Peel and chop the tomatoes, cucumbers and garlic and blitz in a blender with the Quely biscuits, olive oil, red wine vinegar and a teacup of ice-cold water.
When the mixture is creamy and smooth, transfer to a deep bowl or a tureen. Season to taste with salt and pepper.
Refrigerate until very cold and serve in bowls or glasses with a sprinkling of snipped dillweed and a few croutons.
Cucumbers and yoghurt are especially refreshing when combined, but the effect is compounded with the addition of lemon and mint, as is shown in this soup.
You will need: 6 tubs Mercadona Greek style yoghurt, 1 tub cream, 2 unpeeled cucumbers, 3 tbsps finely chopped fresh mint, 2 medium sized lemons, half litre chicken stock, salt and pepper to taste.
Roughly grate the well washed and unpeeled cucumbers into a bowl. Add the chicken stock and stir in the yoghurt, cream, mint and the juice of the lemons with their grated rind.
Whisk until everything is well blended. Refrigerate for several hours and serve in cups, bowl or glasses with a dusting of sweet paprika.
Other possible garnishes are a little salmon roe or a few slivers of raw beetroot.
For a soup that makes an elegant and colourful starter for a summer dinner you will need: 2 medium size cucumbers, 300 mls thick cream, 150 mls Mercadona Greek style yoghurt, 1 garlic clove pounded to a pulp in a mortar, 2 tbsps red wine vinegar, salt and pepper to taste, 1 tbsp very finely chopped gherkin, 2 tbsps chopped fresh mint. These quantities are guidelines and you can vary them according to personal taste.
Wash the cucumber and grate into a deepish bowl. Stir in the cream and the yoghurt. Add the garlic pulp, the vinegar and season to taste.
Stir in the chopped gherkin and refrigerate until very cold. Before serving, stir in the chopped mint. You can float a few small peeled shrimps on top.
Cucumbers are on sale all year long but their natural season is August and September. Those bought at other times of the year are usually grown in plastic tunnels.

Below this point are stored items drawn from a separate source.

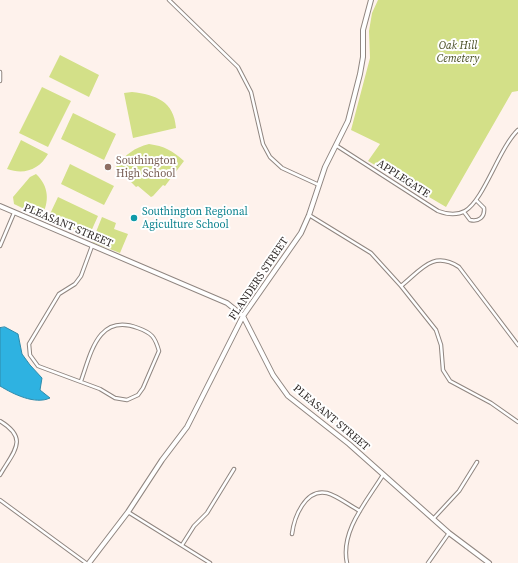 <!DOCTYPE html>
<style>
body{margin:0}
canvas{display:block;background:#fef2ec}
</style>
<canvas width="518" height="563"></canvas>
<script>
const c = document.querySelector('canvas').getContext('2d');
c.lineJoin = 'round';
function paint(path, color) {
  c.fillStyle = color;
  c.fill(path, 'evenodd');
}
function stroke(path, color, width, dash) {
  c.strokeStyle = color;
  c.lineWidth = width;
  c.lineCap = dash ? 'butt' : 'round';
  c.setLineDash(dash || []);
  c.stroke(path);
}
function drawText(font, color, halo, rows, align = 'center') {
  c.font = font + ' "Source Serif 4",serif';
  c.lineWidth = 4;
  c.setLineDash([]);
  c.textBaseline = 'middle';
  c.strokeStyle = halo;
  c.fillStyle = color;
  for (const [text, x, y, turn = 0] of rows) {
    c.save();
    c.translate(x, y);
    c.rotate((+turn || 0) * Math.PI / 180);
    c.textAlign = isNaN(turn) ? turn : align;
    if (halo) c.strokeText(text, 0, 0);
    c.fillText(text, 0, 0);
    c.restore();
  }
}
paint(new Path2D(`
 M378 0H518V91L512 92 446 207 368 161 380 144 351 130 370 58 369 31 372 13Z
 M60 55 99 75 89 97 49 77Z
 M42 87 71 101 48 147 19 133Z
 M132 92C156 95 174 101 176 128L133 138 124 93Z
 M73 113 116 134 104 160 61 139Z
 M21 140 48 154C39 170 24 175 7 169Z
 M149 144C164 146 173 151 184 161L165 186 163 185 153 196 151 197 138 186 136 187 116 167C126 154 134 148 149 144Z
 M70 164 114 186 104 205 61 184Z
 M36 174C49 186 50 202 41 217L14 204 13 197 30 177Z
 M58 197 98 216 89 236 49 216Z
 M102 217 116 223 114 229 128 234 120 253 92 242Z`), '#d3e088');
const water = new Path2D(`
 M5 327 18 334 22 354 30 365 42 378 40 390 50 398C35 405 13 394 0 386V328Z`);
paint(water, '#2eb2e1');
stroke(water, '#2f8aaa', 1);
const street = new Path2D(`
 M169 0 238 67 251 92 263 144 270 157 282 168 319 185
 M0 72V81
 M337 146 438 211C446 214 456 216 465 211 484 200 499 148 518 130
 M464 212 470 220C479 222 485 217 484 208L476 200
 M309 215 371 253 401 286 436 330 441 345 443 370 450 381 491 403 518 422
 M0 246 14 213
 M401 286C421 270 433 250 459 267L518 345
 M81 381C91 353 98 313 138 328 152 333 155 337 159 351L143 388 138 395 127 400 115 398 100 389 38 366 30 355 29 344 59 294 75 284 81 276 92 246
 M0 421C30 439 13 452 0 475
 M0 500 86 563
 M128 512 210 563
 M433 519 459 491 477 462
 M292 534C294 518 305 488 327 493 338 496 350 506 360 511
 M182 545 194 526 207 513 234 469
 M347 563C340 531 367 501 383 475
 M428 563 449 533`);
const secondary = new Path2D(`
 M0 206 227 303 243 316 273 375 288 396 349 444 449 533 489 563
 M89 563 128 512 162 460 187 427 243 316 301 233 309 215 325 167 348 121 360 74 363 57V30L371 0`);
stroke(street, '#908680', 4.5);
stroke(secondary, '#908680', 6);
stroke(street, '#fff', 2.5);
stroke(secondary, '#fff', 4);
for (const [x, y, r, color] of [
 [108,167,4,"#8d6e63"],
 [134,218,4,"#0f9aa8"]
]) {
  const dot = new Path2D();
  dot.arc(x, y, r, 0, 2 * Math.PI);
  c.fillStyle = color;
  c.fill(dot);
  stroke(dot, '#fff', 1.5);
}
drawText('italic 11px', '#464b21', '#fff', [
 ["Oak Hill",458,46],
 ["Cemetery",458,59]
]);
drawText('11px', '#785e54', '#fff', [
 ["Southington",116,161],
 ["High School",116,174]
], 'left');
drawText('11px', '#302b29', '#fff', [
 ["APPLEGATE",403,179,33],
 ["PLEASANT STREET",68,226,23],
 ["FLANDERS STREET",259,279,-56],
 ["PLEASANT STREET",331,418,40]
]);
drawText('11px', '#0d838f', '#fff', [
 ["Southington Regional",142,212],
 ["Agiculture School",142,225]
], 'left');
</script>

The nutrients in cucumbers are few but they have no fat or carbohydrates so they are ideal for those who want to eat something and still lose weight.
They consist of 95 per cent water and have only 15 calories per 100 grs. This is the lowest calorie count per gram of all the foods in the British Nutrition Foundation guide.
The cucumber’s few vitamins and trace elements are mainly in the skin, so eat them unpeeled when possible.
As soon as the skin comes off they lose all of their vitamin A and trace elements but keep their vitamin C, folic acid and fibre.